There are plenty of rooms, and many bars. Lots of places to sit and chat. And when you're ready, just follow the stairs up to your rooms."

  "It doesn't look that big," Cordell says. Michael raises his glass and takes a drink.

  "How did you get here before us?" Jessica asks.

  "What were those people? Where have they gone?"

  "Why were they trying to stop us coming in?"

  The questions flood out, Cordell, Jessica and I stumbling over each other to ask what is on our minds. Michael lets us blabber on for a moment, then raises his free hand until we quieten.

  "Please," he says, "there really is plenty of time. Go inside. Get yourself a drink and something to eat. It's on the house." He says no more, and when I go to ask another question he raises the glass to his lips and looks away.

  I look at Cordell and Jessica, shrug, and I am the first one through the door.

  The bar we enter is small and surprisingly bare. But it feels familiar, with a fire roaring in the fireplace, empty picture frames hanging haphazardly on the stone walls, and built-in benches and tables polished smooth by decades, perhaps centuries of custom. Some of the chairs have threadbare cushions, and few of them match. It smells of spilled beer and cooking, and all the sounds I associate with a good pub are here. All of them. Even the voices.

  There are a dozen people sitting around the large room. A few of them are alone, drinking in contemplative silence. Others sit in pairs, chatting, laughing, seemingly without a care in the world. Eyes turn toward us then away again, unconcerned at our arrival. The oldest person must be in his nineties. The youngest, barely out of her teens.
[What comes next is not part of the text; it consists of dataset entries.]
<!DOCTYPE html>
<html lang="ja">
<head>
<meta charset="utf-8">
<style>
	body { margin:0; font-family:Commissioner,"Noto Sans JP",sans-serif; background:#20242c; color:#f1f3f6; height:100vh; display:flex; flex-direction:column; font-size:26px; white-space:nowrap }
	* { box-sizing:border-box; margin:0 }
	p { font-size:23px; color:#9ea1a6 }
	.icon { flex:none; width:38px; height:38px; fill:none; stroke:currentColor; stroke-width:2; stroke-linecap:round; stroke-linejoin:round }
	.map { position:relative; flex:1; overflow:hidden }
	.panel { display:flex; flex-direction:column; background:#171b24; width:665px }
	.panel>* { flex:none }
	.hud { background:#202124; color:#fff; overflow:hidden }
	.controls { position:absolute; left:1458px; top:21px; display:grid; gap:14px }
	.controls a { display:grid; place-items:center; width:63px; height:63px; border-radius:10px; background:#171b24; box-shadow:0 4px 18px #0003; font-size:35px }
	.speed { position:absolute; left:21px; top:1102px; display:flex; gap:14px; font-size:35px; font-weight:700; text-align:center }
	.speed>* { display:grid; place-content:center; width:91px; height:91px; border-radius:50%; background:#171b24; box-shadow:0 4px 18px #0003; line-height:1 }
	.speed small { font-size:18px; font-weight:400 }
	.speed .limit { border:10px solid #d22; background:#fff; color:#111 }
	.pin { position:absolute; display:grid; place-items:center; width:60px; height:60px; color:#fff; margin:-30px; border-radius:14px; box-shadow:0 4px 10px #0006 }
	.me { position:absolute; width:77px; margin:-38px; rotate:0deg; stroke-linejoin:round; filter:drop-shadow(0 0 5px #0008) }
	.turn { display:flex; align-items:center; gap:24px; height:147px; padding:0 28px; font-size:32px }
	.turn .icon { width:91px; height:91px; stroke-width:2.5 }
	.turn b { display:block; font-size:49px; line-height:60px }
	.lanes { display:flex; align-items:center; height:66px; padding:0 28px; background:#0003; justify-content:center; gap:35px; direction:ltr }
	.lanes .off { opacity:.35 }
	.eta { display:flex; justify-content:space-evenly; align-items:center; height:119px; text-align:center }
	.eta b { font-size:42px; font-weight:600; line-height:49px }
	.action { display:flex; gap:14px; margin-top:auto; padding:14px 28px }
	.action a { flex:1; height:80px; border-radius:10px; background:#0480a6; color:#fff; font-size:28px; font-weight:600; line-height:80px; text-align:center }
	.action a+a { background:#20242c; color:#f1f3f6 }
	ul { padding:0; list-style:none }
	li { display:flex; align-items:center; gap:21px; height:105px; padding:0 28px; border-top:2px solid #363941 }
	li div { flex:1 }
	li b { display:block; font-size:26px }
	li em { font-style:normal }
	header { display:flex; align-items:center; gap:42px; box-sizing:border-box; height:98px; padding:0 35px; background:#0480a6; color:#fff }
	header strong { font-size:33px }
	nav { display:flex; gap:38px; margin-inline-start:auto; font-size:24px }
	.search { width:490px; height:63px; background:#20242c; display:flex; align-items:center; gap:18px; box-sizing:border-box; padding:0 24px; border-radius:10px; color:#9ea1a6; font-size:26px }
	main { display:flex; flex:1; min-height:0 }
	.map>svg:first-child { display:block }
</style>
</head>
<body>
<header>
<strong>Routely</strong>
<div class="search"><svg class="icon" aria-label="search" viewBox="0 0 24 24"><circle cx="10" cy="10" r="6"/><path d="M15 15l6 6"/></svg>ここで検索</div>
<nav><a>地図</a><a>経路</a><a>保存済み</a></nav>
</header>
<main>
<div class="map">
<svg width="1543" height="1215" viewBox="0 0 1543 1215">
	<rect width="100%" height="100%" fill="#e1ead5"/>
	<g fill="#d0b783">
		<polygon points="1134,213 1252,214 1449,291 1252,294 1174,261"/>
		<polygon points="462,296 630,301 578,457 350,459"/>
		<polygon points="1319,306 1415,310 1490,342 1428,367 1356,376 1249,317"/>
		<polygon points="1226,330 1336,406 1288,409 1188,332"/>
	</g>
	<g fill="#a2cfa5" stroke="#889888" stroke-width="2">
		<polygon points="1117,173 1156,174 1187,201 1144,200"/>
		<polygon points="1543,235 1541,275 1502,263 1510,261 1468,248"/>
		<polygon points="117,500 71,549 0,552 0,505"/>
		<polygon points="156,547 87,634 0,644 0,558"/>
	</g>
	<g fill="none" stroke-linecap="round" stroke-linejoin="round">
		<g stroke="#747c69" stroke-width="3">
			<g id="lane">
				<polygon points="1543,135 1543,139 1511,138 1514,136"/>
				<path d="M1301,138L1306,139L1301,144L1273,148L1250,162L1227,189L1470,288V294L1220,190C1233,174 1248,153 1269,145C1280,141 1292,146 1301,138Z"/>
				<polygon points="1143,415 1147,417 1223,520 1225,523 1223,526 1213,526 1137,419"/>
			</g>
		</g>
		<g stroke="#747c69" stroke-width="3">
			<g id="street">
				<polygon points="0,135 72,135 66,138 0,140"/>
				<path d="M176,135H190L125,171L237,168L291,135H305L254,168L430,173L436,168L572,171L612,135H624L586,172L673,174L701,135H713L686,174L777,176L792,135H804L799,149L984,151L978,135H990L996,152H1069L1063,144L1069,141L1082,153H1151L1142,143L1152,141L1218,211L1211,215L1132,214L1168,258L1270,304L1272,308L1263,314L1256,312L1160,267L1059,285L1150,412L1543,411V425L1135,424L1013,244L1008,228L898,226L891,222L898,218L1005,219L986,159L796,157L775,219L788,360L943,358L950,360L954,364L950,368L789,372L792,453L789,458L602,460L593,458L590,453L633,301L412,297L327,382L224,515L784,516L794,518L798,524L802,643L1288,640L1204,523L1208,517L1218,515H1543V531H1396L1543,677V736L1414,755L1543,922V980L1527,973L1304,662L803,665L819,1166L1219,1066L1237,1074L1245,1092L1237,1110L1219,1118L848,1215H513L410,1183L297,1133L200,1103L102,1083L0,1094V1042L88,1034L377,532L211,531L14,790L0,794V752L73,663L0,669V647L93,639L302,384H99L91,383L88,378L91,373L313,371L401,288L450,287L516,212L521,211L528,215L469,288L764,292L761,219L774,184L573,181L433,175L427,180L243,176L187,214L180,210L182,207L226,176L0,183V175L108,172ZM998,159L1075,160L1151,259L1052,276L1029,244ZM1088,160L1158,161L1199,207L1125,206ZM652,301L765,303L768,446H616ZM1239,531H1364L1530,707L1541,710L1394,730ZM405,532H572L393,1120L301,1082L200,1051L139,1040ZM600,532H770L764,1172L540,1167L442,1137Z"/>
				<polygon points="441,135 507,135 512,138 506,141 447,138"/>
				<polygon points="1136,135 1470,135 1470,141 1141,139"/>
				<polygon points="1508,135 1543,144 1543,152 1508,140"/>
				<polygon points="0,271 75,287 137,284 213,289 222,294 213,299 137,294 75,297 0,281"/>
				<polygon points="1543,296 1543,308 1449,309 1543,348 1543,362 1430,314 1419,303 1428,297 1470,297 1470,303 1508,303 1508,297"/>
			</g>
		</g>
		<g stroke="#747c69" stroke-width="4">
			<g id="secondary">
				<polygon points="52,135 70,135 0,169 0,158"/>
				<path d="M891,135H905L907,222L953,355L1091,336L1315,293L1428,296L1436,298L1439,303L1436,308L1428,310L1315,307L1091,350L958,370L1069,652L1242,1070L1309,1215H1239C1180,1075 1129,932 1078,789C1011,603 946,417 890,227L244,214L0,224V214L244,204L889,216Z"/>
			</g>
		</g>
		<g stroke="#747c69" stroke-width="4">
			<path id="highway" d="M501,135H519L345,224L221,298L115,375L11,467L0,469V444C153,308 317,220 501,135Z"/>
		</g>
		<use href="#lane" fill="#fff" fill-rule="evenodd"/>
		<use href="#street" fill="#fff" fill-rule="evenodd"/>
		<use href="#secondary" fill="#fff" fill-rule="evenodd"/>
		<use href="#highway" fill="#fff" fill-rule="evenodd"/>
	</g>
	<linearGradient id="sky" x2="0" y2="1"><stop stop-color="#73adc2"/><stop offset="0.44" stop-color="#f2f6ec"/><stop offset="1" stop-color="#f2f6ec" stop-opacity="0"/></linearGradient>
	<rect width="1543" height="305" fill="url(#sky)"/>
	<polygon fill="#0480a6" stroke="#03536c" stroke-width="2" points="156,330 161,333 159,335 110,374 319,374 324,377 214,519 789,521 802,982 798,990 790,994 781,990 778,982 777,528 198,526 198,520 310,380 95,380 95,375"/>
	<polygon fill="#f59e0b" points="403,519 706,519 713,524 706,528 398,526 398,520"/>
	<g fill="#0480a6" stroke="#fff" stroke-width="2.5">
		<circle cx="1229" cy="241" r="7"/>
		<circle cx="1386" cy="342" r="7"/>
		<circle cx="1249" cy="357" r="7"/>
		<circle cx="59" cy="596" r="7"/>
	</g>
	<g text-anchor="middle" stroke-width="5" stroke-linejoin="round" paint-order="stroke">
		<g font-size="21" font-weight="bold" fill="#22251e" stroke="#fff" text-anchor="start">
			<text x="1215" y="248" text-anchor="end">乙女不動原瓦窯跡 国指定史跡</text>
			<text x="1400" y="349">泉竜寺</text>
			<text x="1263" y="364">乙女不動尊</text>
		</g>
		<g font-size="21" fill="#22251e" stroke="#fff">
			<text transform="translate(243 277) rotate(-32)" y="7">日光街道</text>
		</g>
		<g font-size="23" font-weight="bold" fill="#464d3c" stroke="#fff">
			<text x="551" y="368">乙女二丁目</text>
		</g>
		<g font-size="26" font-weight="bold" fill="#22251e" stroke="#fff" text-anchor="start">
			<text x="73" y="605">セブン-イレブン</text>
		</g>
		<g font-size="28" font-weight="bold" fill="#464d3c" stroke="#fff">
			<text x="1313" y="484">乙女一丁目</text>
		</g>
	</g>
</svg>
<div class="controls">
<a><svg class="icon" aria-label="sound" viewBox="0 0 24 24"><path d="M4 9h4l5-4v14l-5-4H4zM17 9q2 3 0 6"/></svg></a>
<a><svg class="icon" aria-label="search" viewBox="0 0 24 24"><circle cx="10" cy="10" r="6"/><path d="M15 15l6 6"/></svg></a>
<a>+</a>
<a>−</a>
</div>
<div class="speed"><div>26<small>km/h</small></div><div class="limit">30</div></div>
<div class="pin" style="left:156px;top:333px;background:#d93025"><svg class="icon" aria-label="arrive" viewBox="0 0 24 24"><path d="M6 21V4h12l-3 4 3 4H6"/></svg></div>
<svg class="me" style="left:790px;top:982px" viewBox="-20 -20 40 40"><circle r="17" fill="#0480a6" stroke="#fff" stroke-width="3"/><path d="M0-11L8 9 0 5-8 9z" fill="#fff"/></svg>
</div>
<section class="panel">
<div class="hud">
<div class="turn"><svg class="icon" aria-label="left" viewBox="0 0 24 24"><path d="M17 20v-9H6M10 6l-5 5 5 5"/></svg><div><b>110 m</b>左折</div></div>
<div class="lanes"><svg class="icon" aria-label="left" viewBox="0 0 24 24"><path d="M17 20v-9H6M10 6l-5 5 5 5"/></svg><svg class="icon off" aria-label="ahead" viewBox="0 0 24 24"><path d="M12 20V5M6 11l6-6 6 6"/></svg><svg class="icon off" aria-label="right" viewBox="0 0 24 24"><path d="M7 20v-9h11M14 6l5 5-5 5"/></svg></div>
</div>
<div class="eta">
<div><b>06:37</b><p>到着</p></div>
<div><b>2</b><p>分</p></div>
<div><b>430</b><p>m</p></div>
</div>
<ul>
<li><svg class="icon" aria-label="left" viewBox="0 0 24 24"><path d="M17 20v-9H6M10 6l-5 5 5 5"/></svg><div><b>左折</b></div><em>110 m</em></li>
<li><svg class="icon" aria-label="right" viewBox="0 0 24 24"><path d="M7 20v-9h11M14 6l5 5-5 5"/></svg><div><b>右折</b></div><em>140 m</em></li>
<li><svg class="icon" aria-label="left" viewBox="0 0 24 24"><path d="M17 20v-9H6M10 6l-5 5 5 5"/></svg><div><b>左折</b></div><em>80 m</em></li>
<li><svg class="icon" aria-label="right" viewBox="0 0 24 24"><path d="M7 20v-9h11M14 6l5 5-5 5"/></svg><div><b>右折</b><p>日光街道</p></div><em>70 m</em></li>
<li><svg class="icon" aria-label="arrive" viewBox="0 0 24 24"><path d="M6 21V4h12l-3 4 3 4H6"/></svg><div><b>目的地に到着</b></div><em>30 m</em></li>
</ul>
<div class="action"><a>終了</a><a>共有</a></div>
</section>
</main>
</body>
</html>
  "What can I get you?" The barman is a big man, with a bushy beard and strong hands resting atop his bar. He rearranges bar towels without looking, smiling at us as he awaits our order.

  "How long have you—" Cordell begins, but I cut in.

  "I'll have a Reverend James," I say. "And can we see your menu? Michael told us it's on the house."

  The barman laughs as he takes down a pint glass from a hook above his head. "On the house! It is, that's true. Everything's on the house." He looks at Cordell and Jessica as he pours my pint. I can smell it, hear it flowing into the glass, and I wonder what memories will come to me tonight. I hope they will be my own.